▶ **RECORDS PROVIDED**

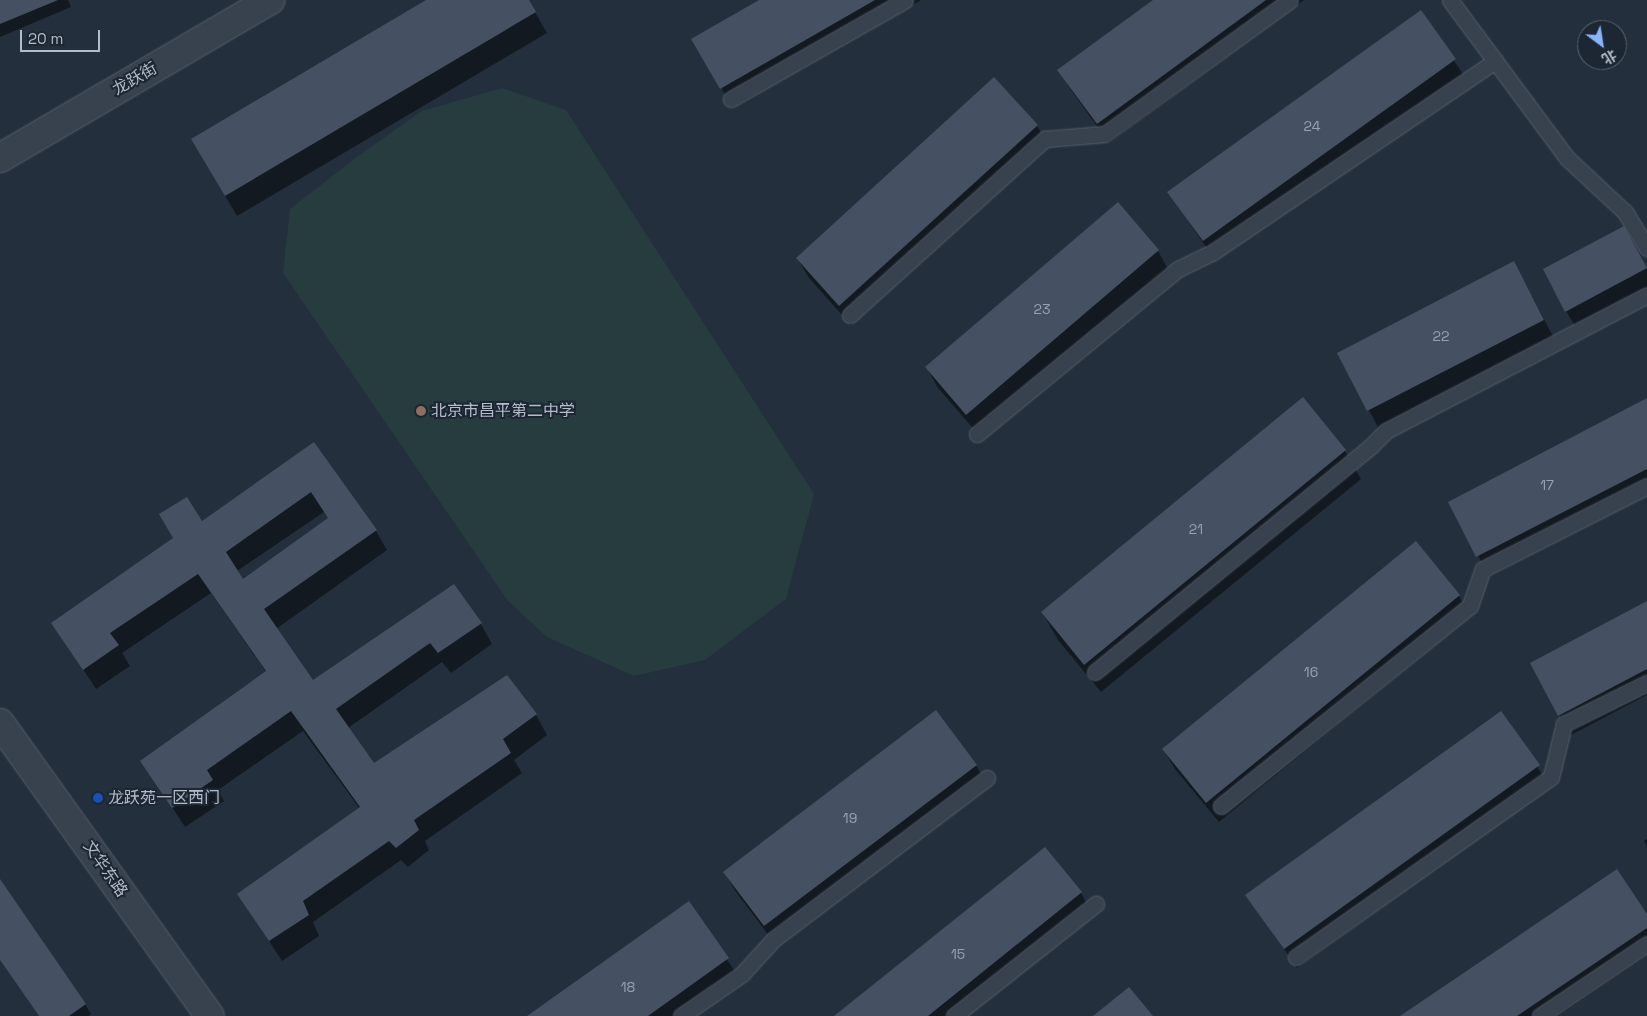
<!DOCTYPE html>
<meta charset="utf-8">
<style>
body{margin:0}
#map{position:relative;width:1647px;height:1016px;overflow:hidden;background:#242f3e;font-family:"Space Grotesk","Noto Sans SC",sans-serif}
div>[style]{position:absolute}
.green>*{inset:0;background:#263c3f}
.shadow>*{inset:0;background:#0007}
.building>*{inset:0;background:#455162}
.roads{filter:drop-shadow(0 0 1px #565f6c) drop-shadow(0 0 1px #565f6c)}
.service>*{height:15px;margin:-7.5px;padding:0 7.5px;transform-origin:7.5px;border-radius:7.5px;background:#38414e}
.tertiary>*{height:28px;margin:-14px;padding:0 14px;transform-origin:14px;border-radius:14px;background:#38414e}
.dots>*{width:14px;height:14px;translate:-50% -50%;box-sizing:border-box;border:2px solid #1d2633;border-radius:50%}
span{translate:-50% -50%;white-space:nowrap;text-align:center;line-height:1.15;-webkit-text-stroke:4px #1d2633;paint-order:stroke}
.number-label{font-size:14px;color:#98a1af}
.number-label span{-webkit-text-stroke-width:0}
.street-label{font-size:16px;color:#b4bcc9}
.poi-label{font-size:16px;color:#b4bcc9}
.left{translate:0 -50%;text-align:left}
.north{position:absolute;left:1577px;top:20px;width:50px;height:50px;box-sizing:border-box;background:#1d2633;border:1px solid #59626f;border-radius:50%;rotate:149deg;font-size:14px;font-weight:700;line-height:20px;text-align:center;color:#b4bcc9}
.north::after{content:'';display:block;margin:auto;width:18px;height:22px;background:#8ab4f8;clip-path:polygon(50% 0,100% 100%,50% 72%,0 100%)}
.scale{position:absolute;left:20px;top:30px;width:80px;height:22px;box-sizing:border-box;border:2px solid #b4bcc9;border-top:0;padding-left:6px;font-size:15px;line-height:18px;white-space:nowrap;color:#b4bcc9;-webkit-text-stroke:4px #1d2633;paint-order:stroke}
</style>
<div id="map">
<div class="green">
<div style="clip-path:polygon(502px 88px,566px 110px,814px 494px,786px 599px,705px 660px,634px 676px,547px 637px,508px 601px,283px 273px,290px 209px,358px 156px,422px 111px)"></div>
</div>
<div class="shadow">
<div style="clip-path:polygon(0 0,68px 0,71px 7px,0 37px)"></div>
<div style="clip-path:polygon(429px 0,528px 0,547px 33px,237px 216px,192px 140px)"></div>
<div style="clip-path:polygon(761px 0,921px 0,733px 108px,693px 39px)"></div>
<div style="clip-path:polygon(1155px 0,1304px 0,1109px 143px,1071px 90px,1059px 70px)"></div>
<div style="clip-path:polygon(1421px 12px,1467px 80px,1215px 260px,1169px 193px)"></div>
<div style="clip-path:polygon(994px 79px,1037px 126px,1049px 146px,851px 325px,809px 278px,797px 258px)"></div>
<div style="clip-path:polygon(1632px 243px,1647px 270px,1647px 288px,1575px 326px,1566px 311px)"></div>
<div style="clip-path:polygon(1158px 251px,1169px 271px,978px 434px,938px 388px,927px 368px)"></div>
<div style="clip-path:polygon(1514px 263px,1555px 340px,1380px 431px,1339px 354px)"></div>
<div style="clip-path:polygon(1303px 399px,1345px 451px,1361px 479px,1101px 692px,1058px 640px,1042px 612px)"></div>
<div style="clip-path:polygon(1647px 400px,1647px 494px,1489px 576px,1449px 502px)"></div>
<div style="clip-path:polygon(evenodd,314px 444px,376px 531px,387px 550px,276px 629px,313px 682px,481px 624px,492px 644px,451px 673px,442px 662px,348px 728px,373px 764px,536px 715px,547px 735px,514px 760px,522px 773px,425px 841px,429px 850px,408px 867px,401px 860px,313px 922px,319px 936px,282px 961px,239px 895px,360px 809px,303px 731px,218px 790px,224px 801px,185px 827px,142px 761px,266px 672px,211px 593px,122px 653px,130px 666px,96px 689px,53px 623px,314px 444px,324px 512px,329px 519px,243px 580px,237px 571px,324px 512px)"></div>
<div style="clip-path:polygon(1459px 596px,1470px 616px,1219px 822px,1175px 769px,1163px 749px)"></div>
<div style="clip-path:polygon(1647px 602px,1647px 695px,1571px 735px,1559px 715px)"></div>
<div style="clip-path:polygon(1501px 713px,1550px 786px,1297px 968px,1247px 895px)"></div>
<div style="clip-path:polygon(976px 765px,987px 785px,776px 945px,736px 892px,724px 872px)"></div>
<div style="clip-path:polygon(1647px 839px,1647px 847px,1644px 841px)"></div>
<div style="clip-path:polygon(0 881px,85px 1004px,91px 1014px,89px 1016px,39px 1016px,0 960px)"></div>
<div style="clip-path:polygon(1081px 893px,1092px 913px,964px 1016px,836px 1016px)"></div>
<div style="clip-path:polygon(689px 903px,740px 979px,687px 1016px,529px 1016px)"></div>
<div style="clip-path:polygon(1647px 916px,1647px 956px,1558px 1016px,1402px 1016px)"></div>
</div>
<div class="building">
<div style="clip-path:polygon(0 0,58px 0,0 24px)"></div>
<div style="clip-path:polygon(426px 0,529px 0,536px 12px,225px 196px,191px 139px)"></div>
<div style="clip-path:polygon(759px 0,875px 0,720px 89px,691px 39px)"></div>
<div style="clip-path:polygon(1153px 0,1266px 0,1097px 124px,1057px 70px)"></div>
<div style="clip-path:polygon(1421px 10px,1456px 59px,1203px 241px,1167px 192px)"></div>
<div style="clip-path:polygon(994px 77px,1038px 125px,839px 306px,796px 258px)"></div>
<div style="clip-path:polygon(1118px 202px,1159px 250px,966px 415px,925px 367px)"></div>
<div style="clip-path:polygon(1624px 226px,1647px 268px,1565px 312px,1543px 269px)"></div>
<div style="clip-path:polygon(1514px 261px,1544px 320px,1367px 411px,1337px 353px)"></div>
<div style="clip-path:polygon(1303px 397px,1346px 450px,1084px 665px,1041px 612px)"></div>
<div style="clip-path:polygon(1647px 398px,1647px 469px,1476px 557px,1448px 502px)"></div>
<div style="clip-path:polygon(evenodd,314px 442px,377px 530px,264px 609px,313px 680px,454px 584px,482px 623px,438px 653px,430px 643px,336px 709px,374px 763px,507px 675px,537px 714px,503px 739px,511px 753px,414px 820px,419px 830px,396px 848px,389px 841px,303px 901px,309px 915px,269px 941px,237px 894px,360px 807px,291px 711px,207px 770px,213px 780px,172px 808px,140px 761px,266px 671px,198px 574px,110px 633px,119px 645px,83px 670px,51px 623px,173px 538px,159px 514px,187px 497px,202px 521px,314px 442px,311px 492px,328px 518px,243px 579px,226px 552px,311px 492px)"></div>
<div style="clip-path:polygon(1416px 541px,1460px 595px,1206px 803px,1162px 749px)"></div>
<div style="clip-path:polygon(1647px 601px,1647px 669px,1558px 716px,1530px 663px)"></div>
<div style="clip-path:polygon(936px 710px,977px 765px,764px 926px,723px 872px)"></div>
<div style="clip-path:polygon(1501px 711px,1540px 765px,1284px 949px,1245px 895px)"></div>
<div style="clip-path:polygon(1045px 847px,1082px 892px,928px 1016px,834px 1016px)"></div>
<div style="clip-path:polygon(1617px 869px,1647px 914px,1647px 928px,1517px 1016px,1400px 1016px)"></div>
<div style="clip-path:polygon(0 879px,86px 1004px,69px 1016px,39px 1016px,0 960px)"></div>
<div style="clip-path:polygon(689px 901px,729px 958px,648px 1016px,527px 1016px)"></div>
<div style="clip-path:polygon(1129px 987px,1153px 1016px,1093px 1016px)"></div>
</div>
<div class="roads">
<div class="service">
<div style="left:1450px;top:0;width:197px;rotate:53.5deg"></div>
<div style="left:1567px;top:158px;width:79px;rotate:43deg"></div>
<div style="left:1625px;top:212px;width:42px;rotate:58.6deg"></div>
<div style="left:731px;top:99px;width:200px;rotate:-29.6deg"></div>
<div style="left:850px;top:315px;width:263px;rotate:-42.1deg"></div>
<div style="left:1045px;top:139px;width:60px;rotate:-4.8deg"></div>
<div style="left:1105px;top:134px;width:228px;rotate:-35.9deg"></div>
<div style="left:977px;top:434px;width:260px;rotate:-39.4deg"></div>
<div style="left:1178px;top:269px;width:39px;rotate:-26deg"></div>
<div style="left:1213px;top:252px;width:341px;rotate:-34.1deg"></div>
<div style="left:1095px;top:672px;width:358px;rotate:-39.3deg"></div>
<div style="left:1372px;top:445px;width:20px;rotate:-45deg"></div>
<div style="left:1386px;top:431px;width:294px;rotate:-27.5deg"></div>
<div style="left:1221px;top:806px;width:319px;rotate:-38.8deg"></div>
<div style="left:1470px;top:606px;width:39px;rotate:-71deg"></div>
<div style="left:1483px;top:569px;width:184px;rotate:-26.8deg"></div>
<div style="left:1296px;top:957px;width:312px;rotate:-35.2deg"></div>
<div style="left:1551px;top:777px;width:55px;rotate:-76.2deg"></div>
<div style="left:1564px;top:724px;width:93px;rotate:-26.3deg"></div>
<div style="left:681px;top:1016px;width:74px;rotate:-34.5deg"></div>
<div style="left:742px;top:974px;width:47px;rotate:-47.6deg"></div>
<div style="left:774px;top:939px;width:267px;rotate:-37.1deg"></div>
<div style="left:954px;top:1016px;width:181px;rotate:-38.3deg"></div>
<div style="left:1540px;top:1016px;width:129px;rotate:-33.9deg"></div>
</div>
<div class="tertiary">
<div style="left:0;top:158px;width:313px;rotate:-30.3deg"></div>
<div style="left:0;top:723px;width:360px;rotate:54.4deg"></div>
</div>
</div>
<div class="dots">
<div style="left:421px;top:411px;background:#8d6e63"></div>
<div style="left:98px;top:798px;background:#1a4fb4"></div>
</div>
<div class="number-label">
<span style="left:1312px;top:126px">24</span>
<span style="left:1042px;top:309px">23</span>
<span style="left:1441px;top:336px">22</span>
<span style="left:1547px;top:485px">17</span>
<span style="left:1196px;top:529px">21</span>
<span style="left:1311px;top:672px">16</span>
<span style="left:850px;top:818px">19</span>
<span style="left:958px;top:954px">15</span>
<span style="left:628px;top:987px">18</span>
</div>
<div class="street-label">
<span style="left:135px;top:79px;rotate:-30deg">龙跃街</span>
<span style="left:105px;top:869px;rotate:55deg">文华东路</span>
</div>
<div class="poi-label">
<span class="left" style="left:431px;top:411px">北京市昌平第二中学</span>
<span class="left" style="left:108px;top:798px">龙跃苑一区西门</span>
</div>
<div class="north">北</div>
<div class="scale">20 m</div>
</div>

▶ **EXERCISE**
Across the data, tally the lines containing "service" and give back the number alone.

▶ **RESPONSE TO THE EXERCISE**
2